▶ Directions for this task: Each line of the data below must be reproduced without any change.

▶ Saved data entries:

+--

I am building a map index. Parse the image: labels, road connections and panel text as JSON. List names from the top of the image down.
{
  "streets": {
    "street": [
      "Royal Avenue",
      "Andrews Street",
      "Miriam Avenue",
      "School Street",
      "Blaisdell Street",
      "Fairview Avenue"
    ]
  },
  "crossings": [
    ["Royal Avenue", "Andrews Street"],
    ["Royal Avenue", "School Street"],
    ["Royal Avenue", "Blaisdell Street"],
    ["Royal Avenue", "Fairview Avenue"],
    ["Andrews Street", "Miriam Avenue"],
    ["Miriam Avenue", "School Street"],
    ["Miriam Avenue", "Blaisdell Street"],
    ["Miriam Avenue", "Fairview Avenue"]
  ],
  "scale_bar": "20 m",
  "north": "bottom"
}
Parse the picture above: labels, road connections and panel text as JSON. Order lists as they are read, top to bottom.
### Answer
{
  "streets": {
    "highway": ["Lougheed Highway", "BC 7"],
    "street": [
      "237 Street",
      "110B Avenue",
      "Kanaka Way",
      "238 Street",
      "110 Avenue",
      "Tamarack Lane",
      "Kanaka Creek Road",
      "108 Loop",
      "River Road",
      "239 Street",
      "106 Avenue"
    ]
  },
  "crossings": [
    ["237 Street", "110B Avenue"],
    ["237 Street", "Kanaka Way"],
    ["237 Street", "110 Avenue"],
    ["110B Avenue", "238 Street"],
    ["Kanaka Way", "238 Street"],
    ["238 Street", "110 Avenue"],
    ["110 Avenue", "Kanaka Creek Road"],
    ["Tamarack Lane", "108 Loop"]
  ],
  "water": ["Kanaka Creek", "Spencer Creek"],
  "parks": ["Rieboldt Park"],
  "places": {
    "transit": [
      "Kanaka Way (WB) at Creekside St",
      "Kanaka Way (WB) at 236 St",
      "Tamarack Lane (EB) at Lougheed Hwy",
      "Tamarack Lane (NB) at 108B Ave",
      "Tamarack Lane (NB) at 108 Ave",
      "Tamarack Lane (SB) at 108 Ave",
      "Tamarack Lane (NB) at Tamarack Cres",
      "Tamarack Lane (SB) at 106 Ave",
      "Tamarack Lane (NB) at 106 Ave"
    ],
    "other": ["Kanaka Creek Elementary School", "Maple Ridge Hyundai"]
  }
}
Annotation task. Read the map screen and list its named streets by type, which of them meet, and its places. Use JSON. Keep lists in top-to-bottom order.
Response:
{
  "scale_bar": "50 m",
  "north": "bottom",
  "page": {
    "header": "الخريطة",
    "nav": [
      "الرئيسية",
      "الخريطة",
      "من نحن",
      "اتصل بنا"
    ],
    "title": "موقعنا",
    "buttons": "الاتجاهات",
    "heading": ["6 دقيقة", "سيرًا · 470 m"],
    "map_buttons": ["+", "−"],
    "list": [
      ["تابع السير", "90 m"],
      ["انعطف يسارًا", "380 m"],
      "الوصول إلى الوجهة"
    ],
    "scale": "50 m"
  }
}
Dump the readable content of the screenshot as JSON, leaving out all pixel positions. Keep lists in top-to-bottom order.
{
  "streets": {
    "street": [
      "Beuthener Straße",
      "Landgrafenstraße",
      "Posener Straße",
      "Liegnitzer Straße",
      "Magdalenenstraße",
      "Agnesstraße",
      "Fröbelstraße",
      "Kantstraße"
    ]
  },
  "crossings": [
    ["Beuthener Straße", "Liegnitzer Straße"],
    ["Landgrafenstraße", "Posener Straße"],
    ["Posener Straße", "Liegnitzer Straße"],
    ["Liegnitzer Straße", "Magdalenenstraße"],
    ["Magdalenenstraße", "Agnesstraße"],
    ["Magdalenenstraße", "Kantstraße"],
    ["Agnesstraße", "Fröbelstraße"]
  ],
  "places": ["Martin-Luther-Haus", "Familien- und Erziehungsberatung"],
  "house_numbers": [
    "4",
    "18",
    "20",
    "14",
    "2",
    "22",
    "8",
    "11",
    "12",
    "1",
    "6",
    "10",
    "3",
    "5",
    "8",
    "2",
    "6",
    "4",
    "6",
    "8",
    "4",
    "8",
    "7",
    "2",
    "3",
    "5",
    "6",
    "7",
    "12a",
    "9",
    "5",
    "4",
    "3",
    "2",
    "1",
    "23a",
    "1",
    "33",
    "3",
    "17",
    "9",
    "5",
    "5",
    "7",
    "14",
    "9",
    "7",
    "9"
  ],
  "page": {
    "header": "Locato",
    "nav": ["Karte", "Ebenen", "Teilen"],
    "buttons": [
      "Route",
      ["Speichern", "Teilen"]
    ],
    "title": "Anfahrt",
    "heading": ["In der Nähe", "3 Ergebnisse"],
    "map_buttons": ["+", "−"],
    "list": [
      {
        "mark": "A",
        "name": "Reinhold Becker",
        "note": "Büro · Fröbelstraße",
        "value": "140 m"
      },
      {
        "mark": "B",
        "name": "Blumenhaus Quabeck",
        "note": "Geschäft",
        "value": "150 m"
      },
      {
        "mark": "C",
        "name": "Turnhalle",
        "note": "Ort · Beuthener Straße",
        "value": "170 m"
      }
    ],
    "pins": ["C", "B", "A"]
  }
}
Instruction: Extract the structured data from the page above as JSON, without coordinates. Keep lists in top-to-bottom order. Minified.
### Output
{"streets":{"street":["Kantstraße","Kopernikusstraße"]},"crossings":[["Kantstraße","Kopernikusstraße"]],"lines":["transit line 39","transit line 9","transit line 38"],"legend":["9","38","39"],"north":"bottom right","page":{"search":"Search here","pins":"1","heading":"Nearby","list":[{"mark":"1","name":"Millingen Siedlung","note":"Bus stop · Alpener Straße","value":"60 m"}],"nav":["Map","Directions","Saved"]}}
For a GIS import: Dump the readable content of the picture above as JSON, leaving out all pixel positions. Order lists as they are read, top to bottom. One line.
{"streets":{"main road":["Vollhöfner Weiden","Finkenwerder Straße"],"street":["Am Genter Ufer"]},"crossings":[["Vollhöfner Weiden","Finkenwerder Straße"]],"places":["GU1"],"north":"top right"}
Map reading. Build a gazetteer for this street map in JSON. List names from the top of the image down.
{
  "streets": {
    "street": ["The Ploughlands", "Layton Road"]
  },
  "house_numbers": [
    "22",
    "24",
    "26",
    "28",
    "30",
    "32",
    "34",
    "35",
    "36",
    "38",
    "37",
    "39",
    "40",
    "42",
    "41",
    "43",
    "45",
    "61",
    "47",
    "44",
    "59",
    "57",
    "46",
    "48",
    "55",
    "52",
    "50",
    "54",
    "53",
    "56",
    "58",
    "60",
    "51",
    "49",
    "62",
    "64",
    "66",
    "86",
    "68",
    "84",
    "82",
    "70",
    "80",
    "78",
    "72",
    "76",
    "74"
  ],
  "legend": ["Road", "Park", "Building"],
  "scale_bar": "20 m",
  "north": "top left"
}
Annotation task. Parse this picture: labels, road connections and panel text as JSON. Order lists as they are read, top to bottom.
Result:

+--

▶ Your solution:
I am building a map index. Parse the image: labels, road connections and panel text as JSON. List names from the top of the image down.
{
  "streets": {
    "street": [
      "Royal Avenue",
      "Andrews Street",
      "Miriam Avenue",
      "School Street",
      "Blaisdell Street",
      "Fairview Avenue"
    ]
  },
  "crossings": [
    ["Royal Avenue", "Andrews Street"],
    ["Royal Avenue", "School Street"],
    ["Royal Avenue", "Blaisdell Street"],
    ["Royal Avenue", "Fairview Avenue"],
    ["Andrews Street", "Miriam Avenue"],
    ["Miriam Avenue", "School Street"],
    ["Miriam Avenue", "Blaisdell Street"],
    ["Miriam Avenue", "Fairview Avenue"]
  ],
  "scale_bar": "20 m",
  "north": "bottom"
}
Parse the picture above: labels, road connections and panel text as JSON. Order lists as they are read, top to bottom.
### Answer
{
  "streets": {
    "highway": ["Lougheed Highway", "BC 7"],
    "street": [
      "237 Street",
      "110B Avenue",
      "Kanaka Way",
      "238 Street",
      "110 Avenue",
      "Tamarack Lane",
      "Kanaka Creek Road",
      "108 Loop",
      "River Road",
      "239 Street",
      "106 Avenue"
    ]
  },
  "crossings": [
    ["237 Street", "110B Avenue"],
    ["237 Street", "Kanaka Way"],
    ["237 Street", "110 Avenue"],
    ["110B Avenue", "238 Street"],
    ["Kanaka Way", "238 Street"],
    ["238 Street", "110 Avenue"],
    ["110 Avenue", "Kanaka Creek Road"],
    ["Tamarack Lane", "108 Loop"]
  ],
  "water": ["Kanaka Creek", "Spencer Creek"],
  "parks": ["Rieboldt Park"],
  "places": {
    "transit": [
      "Kanaka Way (WB) at Creekside St",
      "Kanaka Way (WB) at 236 St",
      "Tamarack Lane (EB) at Lougheed Hwy",
      "Tamarack Lane (NB) at 108B Ave",
      "Tamarack Lane (NB) at 108 Ave",
      "Tamarack Lane (SB) at 108 Ave",
      "Tamarack Lane (NB) at Tamarack Cres",
      "Tamarack Lane (SB) at 106 Ave",
      "Tamarack Lane (NB) at 106 Ave"
    ],
    "other": ["Kanaka Creek Elementary School", "Maple Ridge Hyundai"]
  }
}
Annotation task. Read the map screen and list its named streets by type, which of them meet, and its places. Use JSON. Keep lists in top-to-bottom order.
Response:
{
  "scale_bar": "50 m",
  "north": "bottom",
  "page": {
    "header": "الخريطة",
    "nav": [
      "الرئيسية",
      "الخريطة",
      "من نحن",
      "اتصل بنا"
    ],
    "title": "موقعنا",
    "buttons": "الاتجاهات",
    "heading": ["6 دقيقة", "سيرًا · 470 m"],
    "map_buttons": ["+", "−"],
    "list": [
      ["تابع السير", "90 m"],
      ["انعطف يسارًا", "380 m"],
      "الوصول إلى الوجهة"
    ],
    "scale": "50 m"
  }
}
Dump the readable content of the screenshot as JSON, leaving out all pixel positions. Keep lists in top-to-bottom order.
{
  "streets": {
    "street": [
      "Beuthener Straße",
      "Landgrafenstraße",
      "Posener Straße",
      "Liegnitzer Straße",
      "Magdalenenstraße",
      "Agnesstraße",
      "Fröbelstraße",
      "Kantstraße"
    ]
  },
  "crossings": [
    ["Beuthener Straße", "Liegnitzer Straße"],
    ["Landgrafenstraße", "Posener Straße"],
    ["Posener Straße", "Liegnitzer Straße"],
    ["Liegnitzer Straße", "Magdalenenstraße"],
    ["Magdalenenstraße", "Agnesstraße"],
    ["Magdalenenstraße", "Kantstraße"],
    ["Agnesstraße", "Fröbelstraße"]
  ],
  "places": ["Martin-Luther-Haus", "Familien- und Erziehungsberatung"],
  "house_numbers": [
    "4",
    "18",
    "20",
    "14",
    "2",
    "22",
    "8",
    "11",
    "12",
    "1",
    "6",
    "10",
    "3",
    "5",
    "8",
    "2",
    "6",
    "4",
    "6",
    "8",
    "4",
    "8",
    "7",
    "2",
    "3",
    "5",
    "6",
    "7",
    "12a",
    "9",
    "5",
    "4",
    "3",
    "2",
    "1",
    "23a",
    "1",
    "33",
    "3",
    "17",
    "9",
    "5",
    "5",
    "7",
    "14",
    "9",
    "7",
    "9"
  ],
  "page": {
    "header": "Locato",
    "nav": ["Karte", "Ebenen", "Teilen"],
    "buttons": [
      "Route",
      ["Speichern", "Teilen"]
    ],
    "title": "Anfahrt",
    "heading": ["In der Nähe", "3 Ergebnisse"],
    "map_buttons": ["+", "−"],
    "list": [
      {
        "mark": "A",
        "name": "Reinhold Becker",
        "note": "Büro · Fröbelstraße",
        "value": "140 m"
      },
      {
        "mark": "B",
        "name": "Blumenhaus Quabeck",
        "note": "Geschäft",
        "value": "150 m"
      },
      {
        "mark": "C",
        "name": "Turnhalle",
        "note": "Ort · Beuthener Straße",
        "value": "170 m"
      }
    ],
    "pins": ["C", "B", "A"]
  }
}
Instruction: Extract the structured data from the page above as JSON, without coordinates. Keep lists in top-to-bottom order. Minified.
### Output
{"streets":{"street":["Kantstraße","Kopernikusstraße"]},"crossings":[["Kantstraße","Kopernikusstraße"]],"lines":["transit line 39","transit line 9","transit line 38"],"legend":["9","38","39"],"north":"bottom right","page":{"search":"Search here","pins":"1","heading":"Nearby","list":[{"mark":"1","name":"Millingen Siedlung","note":"Bus stop · Alpener Straße","value":"60 m"}],"nav":["Map","Directions","Saved"]}}
For a GIS import: Dump the readable content of the picture above as JSON, leaving out all pixel positions. Order lists as they are read, top to bottom. One line.
{"streets":{"main road":["Vollhöfner Weiden","Finkenwerder Straße"],"street":["Am Genter Ufer"]},"crossings":[["Vollhöfner Weiden","Finkenwerder Straße"]],"places":["GU1"],"north":"top right"}
Map reading. Build a gazetteer for this street map in JSON. List names from the top of the image down.
{
  "streets": {
    "street": ["The Ploughlands", "Layton Road"]
  },
  "house_numbers": [
    "22",
    "24",
    "26",
    "28",
    "30",
    "32",
    "34",
    "35",
    "36",
    "38",
    "37",
    "39",
    "40",
    "42",
    "41",
    "43",
    "45",
    "61",
    "47",
    "44",
    "59",
    "57",
    "46",
    "48",
    "55",
    "52",
    "50",
    "54",
    "53",
    "56",
    "58",
    "60",
    "51",
    "49",
    "62",
    "64",
    "66",
    "86",
    "68",
    "84",
    "82",
    "70",
    "80",
    "78",
    "72",
    "76",
    "74"
  ],
  "legend": ["Road", "Park", "Building"],
  "scale_bar": "20 m",
  "north": "top left"
}
Annotation task. Parse this picture: labels, road connections and panel text as JSON. Order lists as they are read, top to bottom.
Result:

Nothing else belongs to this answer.